La trama si sviluppa attorno a una giovane coppia, Monica e Brad Hunt, interpretati rispettivamente da Christy Tate e Johnny Ramey, che desiderano ardentemente diventare genitori ma si trovano ad affrontare difficoltà nel concepire un bambino. Dopo vari tentativi infruttuosi, decidono di optare per la maternità surrogata, trovando in Lily (interpretata da Sarah Fisher) la persona giusta per aiutarli a realizzare il loro sogno. La coppia sviluppa un forte legame con Lily, ma questa nuova dinamica inizia a generare tensioni, soprattutto con Jennifer (interpretata da Brianna Cohen), la sorella di Monica.
Jennifer sta attraversando un periodo difficile, poiché sta divorziando da suo marito Sam (interpretato da Ryan Francis) e non ha ottenuto la custodia della figlia Ruby. La sua invidia nei confronti della vita apparentemente perfetta di Monica e del legame che si sta creando con Lily inizia a manifestarsi in modi sempre più preoccupanti. Un picnic tra le tre donne segna un punto di svolta: Jennifer dimentica di bloccare il passeggino del bambino, che quasi viene investito da un’auto, se non fosse per l’intervento tempestivo di Lily. Questo evento porta Monica a decidere di assumere Lily come tata a tempo pieno per il loro bambino, escludendo così Jennifer, che reagisce con indignazione e risentimento.
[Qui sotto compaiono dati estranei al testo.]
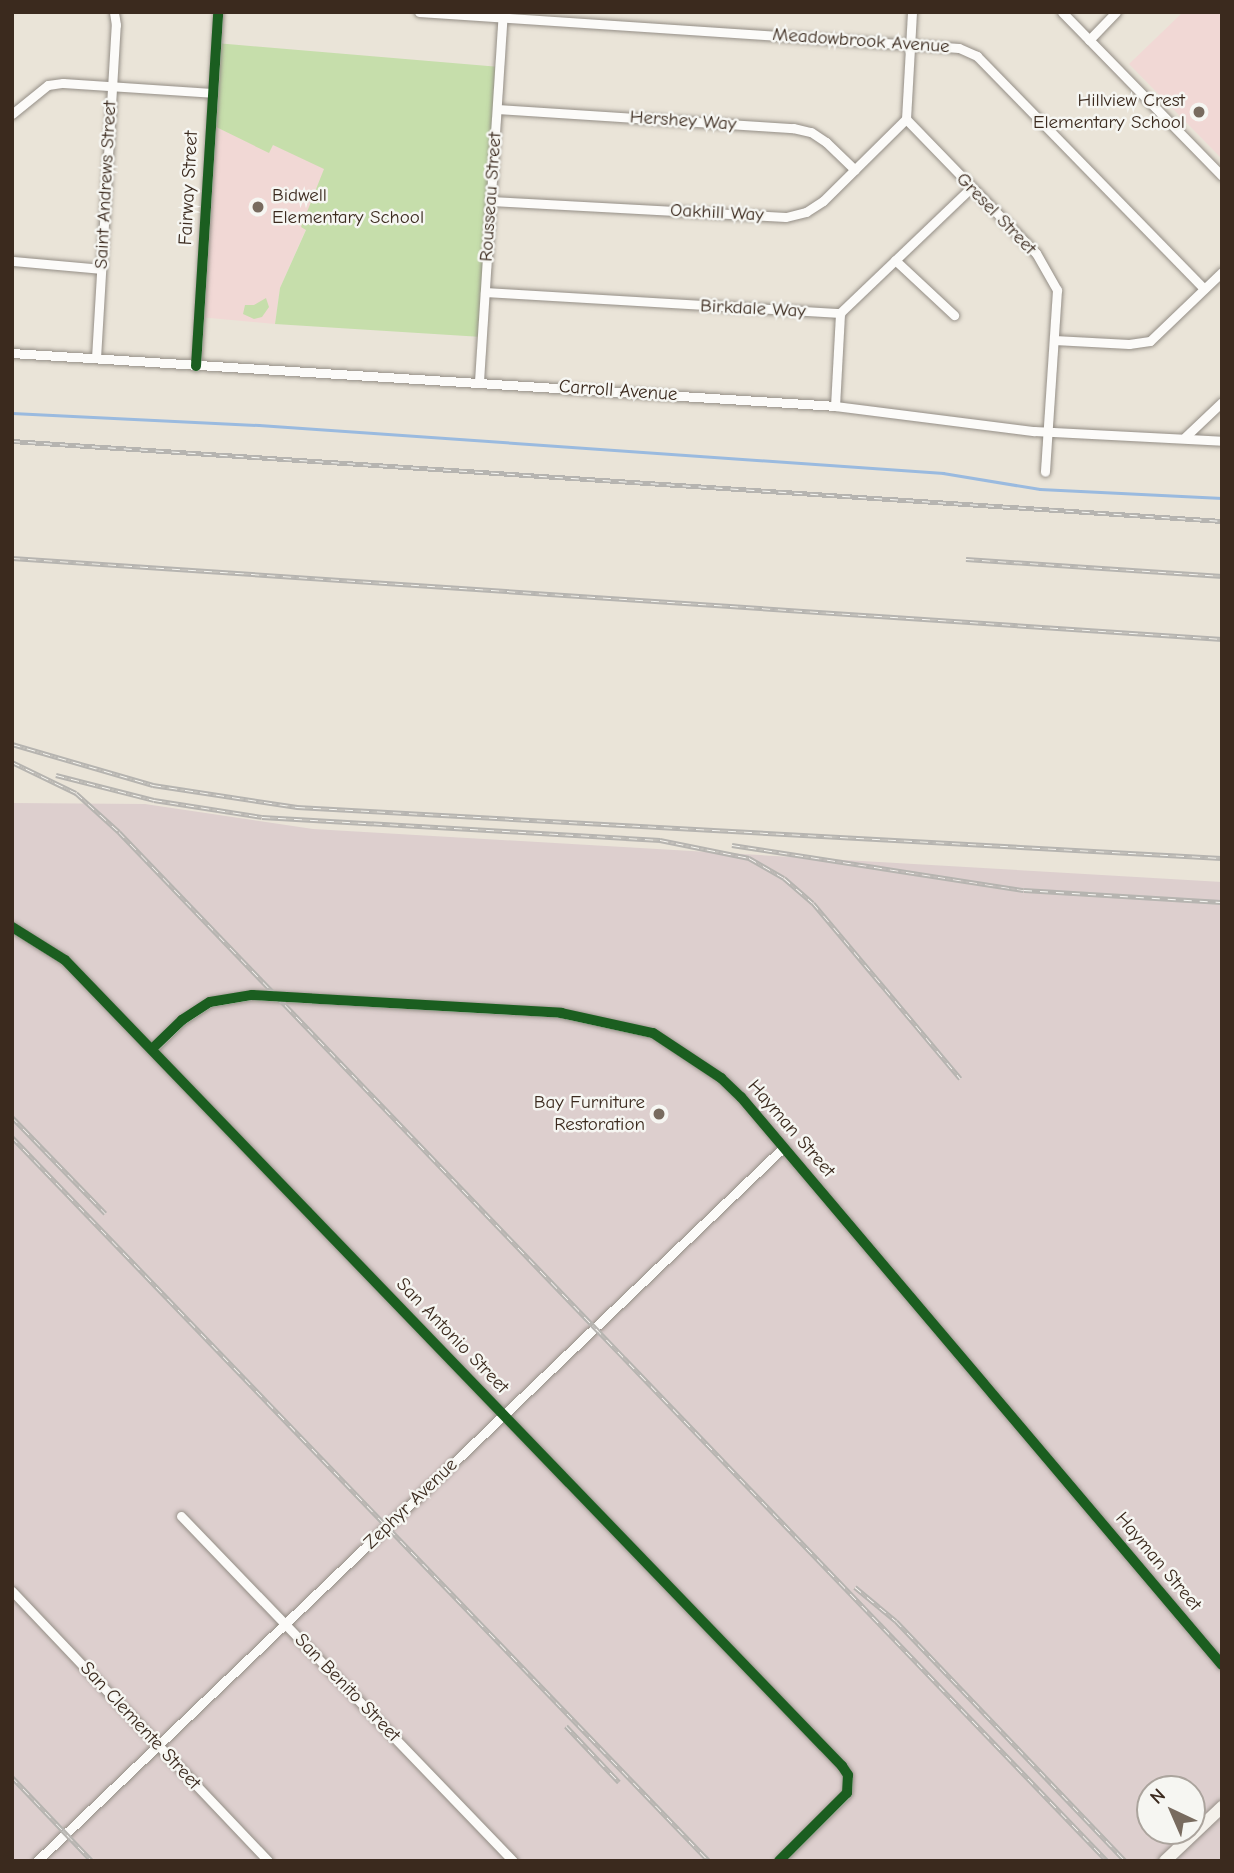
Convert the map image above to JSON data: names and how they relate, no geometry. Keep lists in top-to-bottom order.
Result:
{
  "streets": {
    "street": [
      "Meadowbrook Avenue",
      "Hershey Way",
      "Saint Andrews Street",
      "Fairway Street",
      "Rousseau Street",
      "Oakhill Way",
      "Gresel Street",
      "Birkdale Way",
      "Carroll Avenue",
      "Hayman Street",
      "San Antonio Street",
      "Zephyr Avenue",
      "San Benito Street",
      "San Clemente Street"
    ]
  },
  "crossings": [
    ["Meadowbrook Avenue", "Rousseau Street"],
    ["Hershey Way", "Rousseau Street"],
    ["Hershey Way", "Oakhill Way"],
    ["Saint Andrews Street", "Carroll Avenue"],
    ["Fairway Street", "Carroll Avenue"],
    ["Rousseau Street", "Oakhill Way"],
    ["Rousseau Street", "Birkdale Way"],
    ["Rousseau Street", "Carroll Avenue"],
    ["Oakhill Way", "Gresel Street"],
    ["Gresel Street", "Carroll Avenue"],
    ["Hayman Street", "San Antonio Street"],
    ["Hayman Street", "Zephyr Avenue"],
    ["San Antonio Street", "Zephyr Avenue"],
    ["Zephyr Avenue", "San Benito Street"],
    ["Zephyr Avenue", "San Clemente Street"]
  ],
  "places": ["Hillview Crest Elementary School", "Bidwell Elementary School", "Bay Furniture Restoration"],
  "north": "top left"
}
Il giorno seguente, Monica scopre che la sua auto è stata vandalizzata e sospetta che Jennifer sia responsabile. La situazione degenera ulteriormente quando Jennifer inizia a mostrare comportamenti sempre più aggressivi e ossessivi, culminando in pedinamenti del suo ex marito e un’aggressione nei confronti di Brad. Mentre Jennifer si sente sempre più isolata, la tensione cresce tra le due sorelle, e la situazione sembra sfuggire di mano.
Nel finale del film, Jennifer riesce a ribaltare la situazione quando si presenta a casa di Monica e la trova priva di sensi. Chiama immediatamente un’ambulanza, salvandole la vita. Entrambe le donne si rendono conto che il vero pericolo proviene da Lily, che ha intenzioni maligne nei confronti di Monica. Lily desidera eliminare Monica e incastrare Jennifer per l’omicidio, cercando di prendere il suo posto come madre del bambino e moglie di Brad.
Scoprono che la madre di Lily aveva un passato criminale legato al rapimento, avendo dato un figlio in adozione e poi tentato di riaverlo. In un confronto finale, Lily rivela i suoi piani alla madre, ma Monica e Jennifer si uniscono per affrontarla. Nella colluttazione che segue, Lily pugnala Jennifer, che si sacrifica per proteggere Monica e il bambino. Nel frattempo, la madre di Lily allerta la polizia, che interviene e arresta definitivamente la ragazza.
Jennifer viene portata in ospedale per ricevere le cure necessarie e, una volta ristabilita, perdona Monica per aver dubitato di lei. La coppia decide di avere un altro bambino e chiede a Jennifer di essere la madre surrogata, proposta che lei accetta con gioia. Il film si conclude con un messaggio di speranza, mostrando come l’amore e la famiglia possano superare le avversità e le insidie della maternità.